[TASK PROMPT]: Scan the entries line by line and return those with "Service".

+ + + +

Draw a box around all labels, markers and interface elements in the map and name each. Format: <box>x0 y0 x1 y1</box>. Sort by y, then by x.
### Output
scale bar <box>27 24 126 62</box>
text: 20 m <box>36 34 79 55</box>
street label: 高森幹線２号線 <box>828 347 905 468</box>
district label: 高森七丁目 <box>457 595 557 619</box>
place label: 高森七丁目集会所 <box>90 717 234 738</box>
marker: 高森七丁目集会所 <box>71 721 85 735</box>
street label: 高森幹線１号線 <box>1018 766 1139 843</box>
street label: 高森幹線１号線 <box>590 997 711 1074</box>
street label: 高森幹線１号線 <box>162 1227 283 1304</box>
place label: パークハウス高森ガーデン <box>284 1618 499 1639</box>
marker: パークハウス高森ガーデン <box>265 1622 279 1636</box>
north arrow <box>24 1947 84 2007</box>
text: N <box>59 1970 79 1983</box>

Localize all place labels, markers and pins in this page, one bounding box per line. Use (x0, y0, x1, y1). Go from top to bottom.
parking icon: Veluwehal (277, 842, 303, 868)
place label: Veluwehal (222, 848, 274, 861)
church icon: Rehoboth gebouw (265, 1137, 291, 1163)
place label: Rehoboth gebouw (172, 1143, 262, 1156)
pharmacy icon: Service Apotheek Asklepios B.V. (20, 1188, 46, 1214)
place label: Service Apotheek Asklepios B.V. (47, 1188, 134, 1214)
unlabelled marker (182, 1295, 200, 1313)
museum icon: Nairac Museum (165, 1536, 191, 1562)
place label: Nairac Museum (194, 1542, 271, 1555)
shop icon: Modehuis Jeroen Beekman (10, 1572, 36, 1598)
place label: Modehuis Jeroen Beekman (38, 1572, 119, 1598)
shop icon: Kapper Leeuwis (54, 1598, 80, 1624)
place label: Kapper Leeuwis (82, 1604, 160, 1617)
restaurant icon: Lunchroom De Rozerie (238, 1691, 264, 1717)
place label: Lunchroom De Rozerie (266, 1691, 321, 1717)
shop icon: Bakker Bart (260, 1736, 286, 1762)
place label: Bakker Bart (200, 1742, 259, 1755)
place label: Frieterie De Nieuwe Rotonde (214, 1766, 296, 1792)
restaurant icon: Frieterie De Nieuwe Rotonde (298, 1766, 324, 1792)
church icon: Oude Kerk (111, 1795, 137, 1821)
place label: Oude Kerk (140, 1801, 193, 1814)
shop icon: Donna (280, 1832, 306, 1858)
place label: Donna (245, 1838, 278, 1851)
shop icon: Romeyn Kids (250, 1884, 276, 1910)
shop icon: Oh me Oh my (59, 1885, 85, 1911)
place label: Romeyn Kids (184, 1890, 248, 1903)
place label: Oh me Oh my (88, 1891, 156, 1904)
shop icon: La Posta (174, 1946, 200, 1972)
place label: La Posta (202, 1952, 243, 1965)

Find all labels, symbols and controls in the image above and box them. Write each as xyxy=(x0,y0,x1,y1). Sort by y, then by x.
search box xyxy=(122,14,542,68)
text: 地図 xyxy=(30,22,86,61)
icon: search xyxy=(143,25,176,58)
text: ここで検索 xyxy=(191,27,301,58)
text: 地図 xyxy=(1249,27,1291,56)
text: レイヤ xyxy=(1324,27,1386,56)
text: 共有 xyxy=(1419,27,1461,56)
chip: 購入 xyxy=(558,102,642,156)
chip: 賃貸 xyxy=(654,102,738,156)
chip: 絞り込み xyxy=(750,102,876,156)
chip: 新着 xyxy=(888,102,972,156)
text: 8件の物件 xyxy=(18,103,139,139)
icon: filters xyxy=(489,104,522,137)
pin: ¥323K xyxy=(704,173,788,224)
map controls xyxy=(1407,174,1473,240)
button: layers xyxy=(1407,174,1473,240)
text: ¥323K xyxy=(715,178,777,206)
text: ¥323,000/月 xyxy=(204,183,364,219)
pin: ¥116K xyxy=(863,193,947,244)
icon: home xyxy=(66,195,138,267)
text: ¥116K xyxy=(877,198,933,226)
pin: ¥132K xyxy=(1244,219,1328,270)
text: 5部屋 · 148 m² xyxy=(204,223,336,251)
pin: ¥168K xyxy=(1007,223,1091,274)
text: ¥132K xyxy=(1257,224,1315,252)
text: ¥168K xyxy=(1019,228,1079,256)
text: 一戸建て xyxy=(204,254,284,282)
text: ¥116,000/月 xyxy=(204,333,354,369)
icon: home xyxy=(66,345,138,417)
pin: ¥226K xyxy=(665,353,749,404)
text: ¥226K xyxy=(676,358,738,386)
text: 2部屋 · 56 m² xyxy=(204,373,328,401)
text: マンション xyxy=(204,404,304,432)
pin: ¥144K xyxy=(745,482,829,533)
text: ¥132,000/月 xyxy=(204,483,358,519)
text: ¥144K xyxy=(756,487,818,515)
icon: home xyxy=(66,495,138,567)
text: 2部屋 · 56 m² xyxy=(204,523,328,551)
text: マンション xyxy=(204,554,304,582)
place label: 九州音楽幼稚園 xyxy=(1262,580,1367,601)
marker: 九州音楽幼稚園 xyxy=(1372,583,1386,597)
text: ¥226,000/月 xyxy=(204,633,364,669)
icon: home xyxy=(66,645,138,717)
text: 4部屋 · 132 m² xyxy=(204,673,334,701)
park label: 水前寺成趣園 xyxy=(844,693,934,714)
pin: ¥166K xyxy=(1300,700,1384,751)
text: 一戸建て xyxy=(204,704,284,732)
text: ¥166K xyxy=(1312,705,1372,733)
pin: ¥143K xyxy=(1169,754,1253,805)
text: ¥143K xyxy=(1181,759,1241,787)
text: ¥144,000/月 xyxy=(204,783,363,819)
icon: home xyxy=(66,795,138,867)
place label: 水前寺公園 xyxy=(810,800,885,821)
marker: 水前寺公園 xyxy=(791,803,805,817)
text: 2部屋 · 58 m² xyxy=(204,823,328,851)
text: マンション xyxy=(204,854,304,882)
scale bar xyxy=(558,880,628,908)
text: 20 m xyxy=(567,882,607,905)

+ + + +

[SOLUTION BELOW]:
pharmacy icon: Service Apotheek Asklepios B.V. (20, 1188, 46, 1214)
place label: Service Apotheek Asklepios B.V. (47, 1188, 134, 1214)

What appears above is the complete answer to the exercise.